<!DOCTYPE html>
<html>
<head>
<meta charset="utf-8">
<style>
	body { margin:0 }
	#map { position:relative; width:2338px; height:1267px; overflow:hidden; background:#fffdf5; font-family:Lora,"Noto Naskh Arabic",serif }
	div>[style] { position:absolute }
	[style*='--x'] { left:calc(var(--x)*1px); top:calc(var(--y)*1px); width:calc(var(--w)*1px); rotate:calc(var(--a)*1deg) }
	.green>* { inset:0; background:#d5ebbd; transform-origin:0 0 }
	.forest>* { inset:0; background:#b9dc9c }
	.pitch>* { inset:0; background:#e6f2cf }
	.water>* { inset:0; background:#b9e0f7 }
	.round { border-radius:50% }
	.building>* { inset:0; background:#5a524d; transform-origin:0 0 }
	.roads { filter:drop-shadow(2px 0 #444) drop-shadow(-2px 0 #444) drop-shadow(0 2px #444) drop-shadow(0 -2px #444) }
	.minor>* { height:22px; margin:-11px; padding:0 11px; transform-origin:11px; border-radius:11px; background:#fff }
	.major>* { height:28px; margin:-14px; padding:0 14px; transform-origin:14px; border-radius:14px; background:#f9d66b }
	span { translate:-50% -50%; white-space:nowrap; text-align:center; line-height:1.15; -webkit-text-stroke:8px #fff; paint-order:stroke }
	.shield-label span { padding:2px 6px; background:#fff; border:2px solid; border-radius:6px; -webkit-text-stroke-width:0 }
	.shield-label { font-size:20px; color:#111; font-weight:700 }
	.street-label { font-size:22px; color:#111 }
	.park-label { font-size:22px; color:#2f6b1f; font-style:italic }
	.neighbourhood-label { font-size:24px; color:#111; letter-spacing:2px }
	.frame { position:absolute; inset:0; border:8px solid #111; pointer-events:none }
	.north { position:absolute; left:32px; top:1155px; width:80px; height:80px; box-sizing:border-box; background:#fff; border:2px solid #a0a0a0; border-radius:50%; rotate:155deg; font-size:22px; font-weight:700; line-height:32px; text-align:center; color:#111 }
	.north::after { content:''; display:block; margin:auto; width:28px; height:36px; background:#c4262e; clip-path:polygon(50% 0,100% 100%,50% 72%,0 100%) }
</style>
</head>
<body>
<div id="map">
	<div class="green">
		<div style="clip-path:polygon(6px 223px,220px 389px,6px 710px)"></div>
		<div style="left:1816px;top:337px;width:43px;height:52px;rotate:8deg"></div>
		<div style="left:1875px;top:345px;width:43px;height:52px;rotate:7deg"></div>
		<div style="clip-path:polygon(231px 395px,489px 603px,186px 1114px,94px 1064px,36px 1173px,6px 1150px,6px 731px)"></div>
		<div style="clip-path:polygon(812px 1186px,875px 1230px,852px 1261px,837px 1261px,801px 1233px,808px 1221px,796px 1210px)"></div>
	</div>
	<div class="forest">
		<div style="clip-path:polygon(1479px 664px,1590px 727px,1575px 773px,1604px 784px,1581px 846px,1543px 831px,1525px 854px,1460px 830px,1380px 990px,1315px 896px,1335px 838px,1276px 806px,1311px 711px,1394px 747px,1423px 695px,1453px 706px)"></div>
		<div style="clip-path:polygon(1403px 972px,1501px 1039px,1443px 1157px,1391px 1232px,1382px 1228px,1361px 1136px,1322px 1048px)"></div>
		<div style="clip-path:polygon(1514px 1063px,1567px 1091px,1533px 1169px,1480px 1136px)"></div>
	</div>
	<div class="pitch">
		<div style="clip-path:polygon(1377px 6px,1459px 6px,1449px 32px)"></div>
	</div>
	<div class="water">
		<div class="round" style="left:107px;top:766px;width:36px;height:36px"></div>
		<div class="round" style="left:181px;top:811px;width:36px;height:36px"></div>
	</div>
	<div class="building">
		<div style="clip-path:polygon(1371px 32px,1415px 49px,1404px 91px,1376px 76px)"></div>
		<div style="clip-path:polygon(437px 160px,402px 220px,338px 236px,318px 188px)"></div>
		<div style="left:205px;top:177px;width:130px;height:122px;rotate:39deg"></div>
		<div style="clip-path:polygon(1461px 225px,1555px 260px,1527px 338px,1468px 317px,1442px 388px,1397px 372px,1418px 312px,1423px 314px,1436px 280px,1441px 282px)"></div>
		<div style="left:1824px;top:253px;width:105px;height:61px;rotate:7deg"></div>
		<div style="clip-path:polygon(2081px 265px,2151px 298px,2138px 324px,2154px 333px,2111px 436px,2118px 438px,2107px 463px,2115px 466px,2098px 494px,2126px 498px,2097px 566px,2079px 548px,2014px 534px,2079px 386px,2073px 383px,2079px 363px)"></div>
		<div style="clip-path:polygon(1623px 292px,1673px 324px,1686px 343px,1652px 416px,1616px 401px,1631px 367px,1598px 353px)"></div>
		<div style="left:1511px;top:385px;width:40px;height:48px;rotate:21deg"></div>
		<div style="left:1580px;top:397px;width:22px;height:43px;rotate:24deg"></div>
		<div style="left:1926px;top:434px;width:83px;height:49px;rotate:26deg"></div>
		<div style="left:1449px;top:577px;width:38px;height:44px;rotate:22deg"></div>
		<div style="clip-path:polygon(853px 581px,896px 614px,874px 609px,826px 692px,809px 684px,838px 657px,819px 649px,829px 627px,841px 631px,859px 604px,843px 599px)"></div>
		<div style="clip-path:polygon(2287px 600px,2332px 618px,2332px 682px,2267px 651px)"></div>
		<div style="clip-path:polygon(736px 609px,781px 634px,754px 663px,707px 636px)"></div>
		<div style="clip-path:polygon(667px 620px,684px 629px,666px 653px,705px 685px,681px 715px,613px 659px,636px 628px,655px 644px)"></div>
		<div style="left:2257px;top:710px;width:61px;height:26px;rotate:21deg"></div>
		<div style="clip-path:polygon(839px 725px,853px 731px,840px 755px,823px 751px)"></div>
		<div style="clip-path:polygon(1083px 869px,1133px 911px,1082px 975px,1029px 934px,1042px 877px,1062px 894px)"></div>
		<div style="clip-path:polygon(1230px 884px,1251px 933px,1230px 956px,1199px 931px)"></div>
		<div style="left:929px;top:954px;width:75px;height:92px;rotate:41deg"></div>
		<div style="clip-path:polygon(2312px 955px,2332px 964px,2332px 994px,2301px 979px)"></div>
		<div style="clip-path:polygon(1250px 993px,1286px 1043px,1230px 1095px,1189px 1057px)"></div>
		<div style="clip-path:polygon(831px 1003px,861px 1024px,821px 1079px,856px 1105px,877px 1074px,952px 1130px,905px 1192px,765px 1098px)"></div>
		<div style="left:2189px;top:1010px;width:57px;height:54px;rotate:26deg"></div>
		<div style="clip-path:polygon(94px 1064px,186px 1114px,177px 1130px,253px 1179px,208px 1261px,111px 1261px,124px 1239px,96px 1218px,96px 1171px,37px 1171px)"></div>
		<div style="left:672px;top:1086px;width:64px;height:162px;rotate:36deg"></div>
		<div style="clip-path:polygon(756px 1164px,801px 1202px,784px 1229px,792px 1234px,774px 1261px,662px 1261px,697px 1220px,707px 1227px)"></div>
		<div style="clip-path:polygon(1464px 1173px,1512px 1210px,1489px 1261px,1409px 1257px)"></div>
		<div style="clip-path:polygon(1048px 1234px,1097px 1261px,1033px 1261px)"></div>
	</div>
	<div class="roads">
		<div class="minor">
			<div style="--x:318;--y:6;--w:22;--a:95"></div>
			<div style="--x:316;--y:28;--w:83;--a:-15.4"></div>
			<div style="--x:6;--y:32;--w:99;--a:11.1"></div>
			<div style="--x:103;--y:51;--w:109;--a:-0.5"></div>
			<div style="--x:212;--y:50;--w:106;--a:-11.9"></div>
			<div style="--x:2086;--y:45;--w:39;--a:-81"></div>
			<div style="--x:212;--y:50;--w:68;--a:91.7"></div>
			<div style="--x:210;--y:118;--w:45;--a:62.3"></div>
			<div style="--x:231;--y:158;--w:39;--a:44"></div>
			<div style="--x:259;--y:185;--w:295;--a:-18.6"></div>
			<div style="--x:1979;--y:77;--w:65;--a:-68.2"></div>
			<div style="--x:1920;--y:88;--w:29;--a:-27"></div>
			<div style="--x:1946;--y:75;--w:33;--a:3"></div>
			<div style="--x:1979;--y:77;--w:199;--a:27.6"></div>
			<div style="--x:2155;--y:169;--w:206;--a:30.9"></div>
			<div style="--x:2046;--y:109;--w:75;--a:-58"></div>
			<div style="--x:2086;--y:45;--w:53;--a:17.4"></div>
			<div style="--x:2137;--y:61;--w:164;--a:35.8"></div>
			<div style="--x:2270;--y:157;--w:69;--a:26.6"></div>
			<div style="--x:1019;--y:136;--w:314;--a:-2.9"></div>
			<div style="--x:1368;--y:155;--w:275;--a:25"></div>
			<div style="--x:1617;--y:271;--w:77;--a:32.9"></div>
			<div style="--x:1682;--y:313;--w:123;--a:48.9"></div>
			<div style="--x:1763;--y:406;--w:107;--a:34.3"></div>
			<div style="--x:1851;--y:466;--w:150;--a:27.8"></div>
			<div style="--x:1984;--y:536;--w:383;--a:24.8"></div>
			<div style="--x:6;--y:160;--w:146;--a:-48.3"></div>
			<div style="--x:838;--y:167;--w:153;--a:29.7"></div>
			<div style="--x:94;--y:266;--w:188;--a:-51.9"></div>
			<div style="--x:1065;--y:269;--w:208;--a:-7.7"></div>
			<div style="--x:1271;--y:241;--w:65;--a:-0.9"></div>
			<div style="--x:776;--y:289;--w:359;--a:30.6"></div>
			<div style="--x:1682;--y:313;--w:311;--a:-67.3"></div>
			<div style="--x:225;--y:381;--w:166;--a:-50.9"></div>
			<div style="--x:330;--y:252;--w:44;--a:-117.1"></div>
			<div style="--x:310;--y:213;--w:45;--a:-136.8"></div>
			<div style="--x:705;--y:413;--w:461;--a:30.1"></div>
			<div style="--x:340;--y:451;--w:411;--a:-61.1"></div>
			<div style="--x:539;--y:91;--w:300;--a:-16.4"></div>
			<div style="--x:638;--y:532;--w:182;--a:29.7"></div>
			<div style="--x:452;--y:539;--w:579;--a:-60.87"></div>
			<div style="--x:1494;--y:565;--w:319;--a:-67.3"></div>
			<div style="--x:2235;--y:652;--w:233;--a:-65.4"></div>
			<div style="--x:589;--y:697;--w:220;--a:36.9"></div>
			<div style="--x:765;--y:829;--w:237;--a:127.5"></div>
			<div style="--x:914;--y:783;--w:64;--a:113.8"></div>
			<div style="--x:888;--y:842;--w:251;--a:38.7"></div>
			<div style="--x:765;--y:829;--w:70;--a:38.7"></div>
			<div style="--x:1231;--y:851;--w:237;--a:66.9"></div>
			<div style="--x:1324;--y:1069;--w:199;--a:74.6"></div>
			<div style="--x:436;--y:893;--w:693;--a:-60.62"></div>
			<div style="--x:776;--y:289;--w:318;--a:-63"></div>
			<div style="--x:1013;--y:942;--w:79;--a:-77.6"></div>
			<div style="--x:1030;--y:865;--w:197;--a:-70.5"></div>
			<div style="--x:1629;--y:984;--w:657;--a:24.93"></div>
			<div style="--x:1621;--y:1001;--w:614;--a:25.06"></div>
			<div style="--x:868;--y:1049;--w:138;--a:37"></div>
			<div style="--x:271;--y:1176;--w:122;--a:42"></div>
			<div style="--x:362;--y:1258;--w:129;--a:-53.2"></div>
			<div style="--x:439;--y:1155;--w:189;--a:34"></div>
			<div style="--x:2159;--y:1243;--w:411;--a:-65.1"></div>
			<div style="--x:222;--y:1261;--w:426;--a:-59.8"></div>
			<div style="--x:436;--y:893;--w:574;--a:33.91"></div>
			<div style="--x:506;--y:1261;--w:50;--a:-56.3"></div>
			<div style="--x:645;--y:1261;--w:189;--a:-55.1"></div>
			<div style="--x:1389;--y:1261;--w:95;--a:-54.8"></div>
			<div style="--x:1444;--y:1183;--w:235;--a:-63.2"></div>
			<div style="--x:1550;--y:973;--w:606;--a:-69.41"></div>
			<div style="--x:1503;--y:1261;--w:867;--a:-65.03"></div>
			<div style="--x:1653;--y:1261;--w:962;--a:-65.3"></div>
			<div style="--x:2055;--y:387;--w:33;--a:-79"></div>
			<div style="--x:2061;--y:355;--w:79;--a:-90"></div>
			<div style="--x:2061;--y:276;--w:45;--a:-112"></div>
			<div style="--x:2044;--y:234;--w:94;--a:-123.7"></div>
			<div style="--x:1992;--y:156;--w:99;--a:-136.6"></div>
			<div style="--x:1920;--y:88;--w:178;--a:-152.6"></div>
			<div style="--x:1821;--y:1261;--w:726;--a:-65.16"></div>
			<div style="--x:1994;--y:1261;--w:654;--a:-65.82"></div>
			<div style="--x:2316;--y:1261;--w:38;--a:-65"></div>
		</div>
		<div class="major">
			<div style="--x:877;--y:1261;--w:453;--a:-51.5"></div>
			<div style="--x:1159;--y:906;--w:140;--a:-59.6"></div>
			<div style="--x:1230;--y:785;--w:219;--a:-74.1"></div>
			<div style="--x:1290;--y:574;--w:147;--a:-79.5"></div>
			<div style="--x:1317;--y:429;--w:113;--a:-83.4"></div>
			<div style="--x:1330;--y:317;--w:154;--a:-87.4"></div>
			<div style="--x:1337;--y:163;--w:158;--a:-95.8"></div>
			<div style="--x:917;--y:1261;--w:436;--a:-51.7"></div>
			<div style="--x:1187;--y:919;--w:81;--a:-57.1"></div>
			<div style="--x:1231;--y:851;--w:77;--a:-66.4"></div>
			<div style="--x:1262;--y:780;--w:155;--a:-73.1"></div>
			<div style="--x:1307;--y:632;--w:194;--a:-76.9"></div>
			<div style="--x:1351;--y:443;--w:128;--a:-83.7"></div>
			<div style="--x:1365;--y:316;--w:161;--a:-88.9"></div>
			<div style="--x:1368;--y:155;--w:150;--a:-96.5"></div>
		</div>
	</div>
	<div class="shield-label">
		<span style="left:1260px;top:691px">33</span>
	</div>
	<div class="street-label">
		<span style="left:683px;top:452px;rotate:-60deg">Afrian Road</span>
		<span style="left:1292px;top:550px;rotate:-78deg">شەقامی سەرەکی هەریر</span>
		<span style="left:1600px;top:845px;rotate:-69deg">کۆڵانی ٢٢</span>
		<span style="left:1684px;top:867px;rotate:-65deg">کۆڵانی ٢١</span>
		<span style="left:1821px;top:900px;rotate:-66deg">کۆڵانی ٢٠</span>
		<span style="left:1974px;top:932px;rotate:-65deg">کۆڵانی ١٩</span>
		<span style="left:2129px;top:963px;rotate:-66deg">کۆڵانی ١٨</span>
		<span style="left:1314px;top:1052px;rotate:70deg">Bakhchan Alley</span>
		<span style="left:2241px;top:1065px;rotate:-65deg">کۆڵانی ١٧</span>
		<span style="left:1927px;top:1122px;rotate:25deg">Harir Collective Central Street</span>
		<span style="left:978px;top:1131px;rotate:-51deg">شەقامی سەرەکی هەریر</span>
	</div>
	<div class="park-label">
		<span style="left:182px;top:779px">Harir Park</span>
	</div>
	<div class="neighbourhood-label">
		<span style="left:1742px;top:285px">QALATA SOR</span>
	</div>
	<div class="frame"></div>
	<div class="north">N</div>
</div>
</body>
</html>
-=-=-
Search the data above for "water" and copy every line where it turns up.

	.water>* { inset:0; background:#b9e0f7 }
	<div class="water">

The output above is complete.